I was told that the line element in ellipsoidal coordinates is: $$ds^2=a^2(u^2+v^2)\bigg(\frac{du^2}{u^2+1}+\frac{dv^2}{1-v^2}\bigg)+a^2(u^2+1)(1-v^2)d\phi^2$$
I've been trying to obtain this using $ds^2=x^2+y^2+z^2$, and the coordinate transformation from cartesian to ellipsoidal given by:
$$\begin{align} x^2 &= (a^2+\xi)(a^2+\eta)(a^2+\zeta)/(b^2-a^2)(c^2-a^2)\\ y^2 &= (b^2+\xi)(b^2+\eta)(b^2+\zeta)/(a^2-b^2)(c^2-b^2)\\ z^2 &= (c^2+\xi)(c^2+\eta)(c^2+\zeta)/(a^2-c^2)(b^2-c^2). \end{align}$$
The problem is that I don't recover the same line element and I can't find any source of how to calculate this $ds^2$. I think maybe they just used a simplified version of these coordinates or maybe they named the coordinates wrong. Anyone can identify such line element? or there is any subtlety for calculating it?

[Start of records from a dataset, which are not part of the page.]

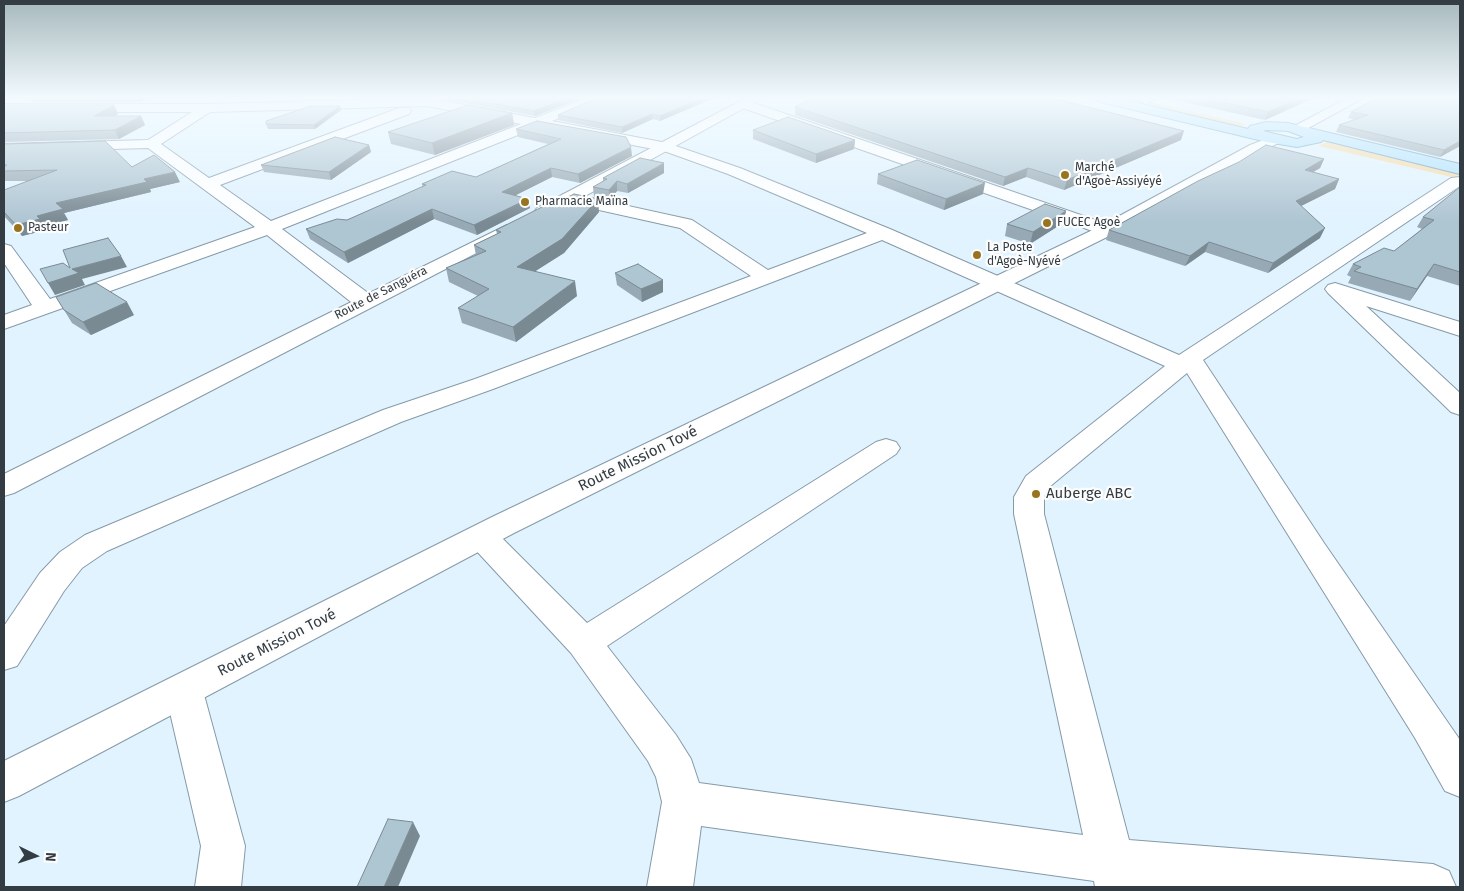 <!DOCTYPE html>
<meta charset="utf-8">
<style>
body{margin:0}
#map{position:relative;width:1464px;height:891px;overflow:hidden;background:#e1f3ff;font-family:"Fira Sans",sans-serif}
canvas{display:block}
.frame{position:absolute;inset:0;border:5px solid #333c42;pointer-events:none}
.north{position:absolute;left:10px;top:831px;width:50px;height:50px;-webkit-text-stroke:4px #fdfdfd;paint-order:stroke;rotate:94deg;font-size:14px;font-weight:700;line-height:20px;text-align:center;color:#333c42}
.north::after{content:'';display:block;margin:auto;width:18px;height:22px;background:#333c42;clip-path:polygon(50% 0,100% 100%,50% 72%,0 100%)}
</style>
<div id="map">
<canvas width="1464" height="891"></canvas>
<div class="frame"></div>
<div class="north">N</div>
</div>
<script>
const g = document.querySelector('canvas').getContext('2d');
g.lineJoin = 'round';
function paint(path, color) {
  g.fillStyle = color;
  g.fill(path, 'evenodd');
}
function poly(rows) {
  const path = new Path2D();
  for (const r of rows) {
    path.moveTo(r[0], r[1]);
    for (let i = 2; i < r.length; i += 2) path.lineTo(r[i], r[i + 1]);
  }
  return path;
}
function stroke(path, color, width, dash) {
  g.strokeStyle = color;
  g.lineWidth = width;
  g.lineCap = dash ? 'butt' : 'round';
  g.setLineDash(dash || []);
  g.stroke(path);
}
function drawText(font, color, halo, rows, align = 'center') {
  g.font = font + ' "Fira Sans",sans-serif';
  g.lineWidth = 4.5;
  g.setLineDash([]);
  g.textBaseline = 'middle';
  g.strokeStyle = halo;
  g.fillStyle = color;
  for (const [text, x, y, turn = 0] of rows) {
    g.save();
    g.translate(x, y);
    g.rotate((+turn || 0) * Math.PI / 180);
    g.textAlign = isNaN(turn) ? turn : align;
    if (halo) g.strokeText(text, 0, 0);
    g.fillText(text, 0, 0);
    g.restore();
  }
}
paint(poly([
 [1105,97,1128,97,1246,124,1237,129],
 [1328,141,1460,172,1460,179,1319,146]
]), '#f6dba7');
const street = poly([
 [589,97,607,97,552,121,667,143,740,168,890,229,1179,355,1451,178,1460,177,1460,186,1203,360,1324,543,1460,740,1460,797,1445,791,1415,738,1187,373,1048,488,1044,497,1044,514,1129,840,1433,864,1449,871,1456,887,1095,887,1094,881,701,826,693,887,647,887,662,802,656,777,648,761,571,653,471,545,466,537,471,529,482,526,493,529,587,623,876,442,886,439,896,442,900,448,896,454,607,646,676,735,691,759,699,783,1083,835,1014,514,1014,497,1026,476,1165,366,882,240,493,389,401,422,107,551,82,568,64,591,17,666,4,670,4,626,40,573,60,552,85,535,383,410,475,379,751,276,680,228,563,202,561,198,563,194,569,193,692,220,768,270,867,233,728,174,664,151,538,127,282,229,372,296,375,301,372,306,364,307,356,306,267,235,4,329,4,315,32,305,4,263,4,244,11,246,50,299,255,227,148,148,4,152,4,144,148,140,192,112,4,112,4,104,213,104,427,98,535,118,589,97],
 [427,106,521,124,271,221,220,185,409,114,411,111,409,108,399,108,209,178,161,144,210,112,427,106],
 [1142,97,1159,97,1146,104,1140,100,1142,97],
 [745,100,1113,226,1116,230,1113,234,1107,235,1101,234,740,107,739,104,740,101,745,100],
 [1335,283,1460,322,1460,336,1366,306,1460,393,1460,415,1451,412,1328,293,1325,289,1328,285,1335,283],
 [184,674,197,679,203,691,245,846,241,887,195,887,201,846,165,691,171,679,184,674]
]);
const secondary = poly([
 [748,97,764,97,549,216,543,217,537,216,534,212,537,208,748,97],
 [1349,97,1365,97,1301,132,1291,132,1289,129,1349,97],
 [1274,136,1279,137,1281,140,1279,143,1260,151,1113,234,514,533,19,796,4,802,4,761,492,517,1101,226,1250,145,1274,136],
 [507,225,513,226,516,230,513,234,14,493,4,496,4,474,507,225]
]);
const primary = poly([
 [1090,97,1113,97,1248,129,1250,126,1266,122,1288,123,1460,164,1460,174,1323,140,1321,142,1297,147,1267,142,1092,100,1090,97],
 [1266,130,1288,131,1304,137,1297,139,1263,131,1266,130]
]);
stroke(street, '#859aa7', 2);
stroke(secondary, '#859aa7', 2);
stroke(primary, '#639cbb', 2);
paint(street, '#fff');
paint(secondary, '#fff');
paint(primary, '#b1e2fd');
paint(poly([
 [31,97,149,97,140,102,32,102,30,98],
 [432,97,584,97,535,116],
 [599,97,716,97,660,121,653,119,622,133,558,120,558,115],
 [1161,97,1316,97,1265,120],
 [1460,97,1460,146,1440,157,1336,132,1339,125,1355,120,1348,118,1351,112],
 [4,105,114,105,118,114,114,116,141,116,145,125,119,139,4,142,4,143],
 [340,106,341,110,315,129,268,129,266,124],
 [795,107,1181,140,1064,190,1026,177,1003,186,795,115],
 [512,113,514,125,435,155,391,144,388,132],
 [516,129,632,156,580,183,552,177,516,195,530,208,477,235,434,219,348,263,310,239,306,229,347,220,423,187,422,184,476,177,548,144,518,137],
 [753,130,855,140,854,149,816,163,753,139],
 [4,144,132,167,180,182,150,189,151,192,64,213,68,220,44,226,46,230,22,236,4,216,4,190,29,181,4,181],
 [369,145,371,152,331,180,264,172,261,165],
 [1324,159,1320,168,1313,172,1339,179,1335,189,1301,206,1320,238,1268,273,1205,252,1185,266,1106,240,1109,230],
 [664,173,628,193,617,191,610,200,594,197,593,187,603,182,603,178],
 [878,174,983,194,944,210,877,184],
 [1460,187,1460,286,1427,276,1410,301,1348,283,1351,277,1347,275,1353,264,1394,251,1422,229,1417,227,1423,217],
 [1066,211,1063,223,1030,244,1005,236,1007,224],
 [599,212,564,253,535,271,577,296,516,342,462,323,458,308,478,296,449,282,446,268,476,255,474,245,497,234,496,230],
 [615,273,663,292,642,302,617,285],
 [56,297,134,315,91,335,72,323]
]), '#96a9b5');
paint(poly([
 [138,97,149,97,140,102,138,98],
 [570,97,584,97,535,116,534,111],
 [704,97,716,97,660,121,660,116],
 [1303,97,1316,97,1265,120,1268,112],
 [114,105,118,114,98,125,94,116],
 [340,106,341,110,315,129,314,125],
 [512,113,514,125,435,155,432,143],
 [652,114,653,119,622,133,622,127],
 [141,116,145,125,119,139,115,130],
 [1184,131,1181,140,1064,190,1067,180],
 [855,140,854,149,816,163,816,154],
 [1460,141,1460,146,1440,157,1444,150],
 [369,145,371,152,331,180,329,172],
 [631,147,632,156,580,183,578,174],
 [1324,159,1320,168,1301,179,1305,170],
 [664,163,664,173,628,193,627,184],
 [551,168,552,177,504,201,502,192],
 [1028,168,1026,177,1003,186,1005,177],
 [175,172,180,182,150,189,151,192,64,213,68,220,44,226,46,230,22,236,16,225,56,203,144,179],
 [1339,179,1335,189,1291,211,1296,201],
 [617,181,617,191,610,200,609,190],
 [985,183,983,194,944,210,946,199],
 [528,199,530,208,477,235,474,225],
 [598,199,599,212,564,253,520,281,517,267],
 [432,209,434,219,348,263,344,252],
 [1066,211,1063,223,1030,244,1033,232],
 [1325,228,1320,238,1268,273,1273,263],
 [1209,242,1205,252,1185,266,1190,256],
 [121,256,127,267,82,279,85,285,55,295,48,283,72,269],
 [1434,264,1427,276,1410,301,1417,289],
 [663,280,663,292,642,302,641,289],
 [575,281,577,296,516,342,513,327],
 [127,302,134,315,91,335,83,322],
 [413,822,420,836,398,887,384,887]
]), '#7a8a93');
const building = poly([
 [31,97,138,97,30,98,31,97],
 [459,97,570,97,534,111,459,97],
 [599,97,704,97,660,116,652,114,622,127,558,115,599,97],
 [813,97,1048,97,1184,131,1067,180,1028,168,1005,177,795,107,813,97],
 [1196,97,1303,97,1268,112,1196,97],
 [1378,97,1460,97,1460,141,1444,150,1339,125,1368,115,1351,112,1378,97],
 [4,105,114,105,94,116,141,116,115,130,4,133,4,105],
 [468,105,512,113,432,143,388,132,468,105],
 [311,106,340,106,314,125,266,124,266,121,311,106],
 [788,117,855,140,816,154,753,130,788,117],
 [537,121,626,137,631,147,578,174,551,168,502,192,528,199,474,225,432,209,344,252,306,229,337,219,347,220,426,185,422,184,452,171,476,177,561,139,516,129,537,121],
 [335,137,369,145,329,172,261,165,335,137],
 [105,141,132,167,154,155,175,172,144,179,147,182,56,203,63,209,37,216,40,219,16,225,4,212,4,190,57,170,4,171,4,167,7,165,4,165,4,144,105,141],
 [1266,145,1324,159,1305,170,1339,179,1296,201,1325,228,1273,263,1209,242,1190,256,1109,230,1198,181,1239,162,1266,145],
 [640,158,664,163,627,184,617,181,609,190,593,187,607,179,603,178,640,158],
 [917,160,985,183,946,199,878,174,917,160],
 [1460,187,1460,272,1434,264,1417,289,1354,271,1361,267,1353,264,1384,248,1394,251,1434,220,1423,217,1460,187],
 [574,194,598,199,562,239,517,267,575,281,513,327,458,308,489,289,446,268,486,251,474,245,501,232,496,230,552,202,556,203,574,194],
 [1045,204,1066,211,1033,232,1007,224,1045,204],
 [108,238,121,256,72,269,79,273,48,283,40,269,63,263,70,268,63,250,108,238],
 [638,264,663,280,641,289,615,273,638,264],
 [96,283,127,302,83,322,64,310,56,297,96,283],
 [388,819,413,822,384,887,357,887,388,819]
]);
paint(building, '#aec5d2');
stroke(building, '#7a8a93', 1);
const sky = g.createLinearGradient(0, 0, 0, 222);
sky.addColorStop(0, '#a7b9bc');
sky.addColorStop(0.44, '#f2faff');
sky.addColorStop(1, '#f2faff00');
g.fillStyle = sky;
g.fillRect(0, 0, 1464, 222);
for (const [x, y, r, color] of [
 [1065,175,5,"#99741e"],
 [525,202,5,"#99741e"],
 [1047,223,5,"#99741e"],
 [18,228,5,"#99741e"],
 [977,255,5,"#99741e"],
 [1036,494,5,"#99741e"]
]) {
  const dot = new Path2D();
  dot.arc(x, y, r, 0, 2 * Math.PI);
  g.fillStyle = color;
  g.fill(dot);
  stroke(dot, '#fdfdfd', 2);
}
drawText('12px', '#333c42', '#fdfdfd', [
 ["Marché",1075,168],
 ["d'Agoè-Assiyéyé",1075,182],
 ["Pharmacie Maïna",535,202],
 ["FUCEC Agoè",1057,223],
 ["Pasteur",28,228],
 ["La Poste",987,248],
 ["d'Agoè-Nyévé",987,262]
], 'left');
drawText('12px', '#333c42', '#fdfdfd', [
 ["Route de Sanguéra",381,293,-27]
]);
drawText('15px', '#333c42', '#fdfdfd', [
 ["Route Mission Tové",638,459,-26],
 ["Route Mission Tové",277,643,-27]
]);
drawText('15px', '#333c42', '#fdfdfd', [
 ["Auberge ABC",1046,494]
], 'left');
</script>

You can just find the metric tensor $g_{\mu\nu}$. Let $\xi_1,\xi_2,\xi_3$ be the coordinates to which you are trying to transform, and let $x_1,x_2,x_3=x,y,z$. Then, the entries of the metric tensor are given by
\begin{align} g_{\mu\nu}=\sum_\alpha\frac{\partial\xi_\alpha}{\partial x_\mu}\frac{\partial\xi_\alpha}{\partial x_\nu}. \end{align}
You should get a $3\times 3$ matrix. Then, the line element in ellipsoidal coordinates is given by
\begin{align} ds^2=\sum_\mu\sum_\nu g_{\mu\nu}dx_{\mu} dx_{\nu}. \end{align}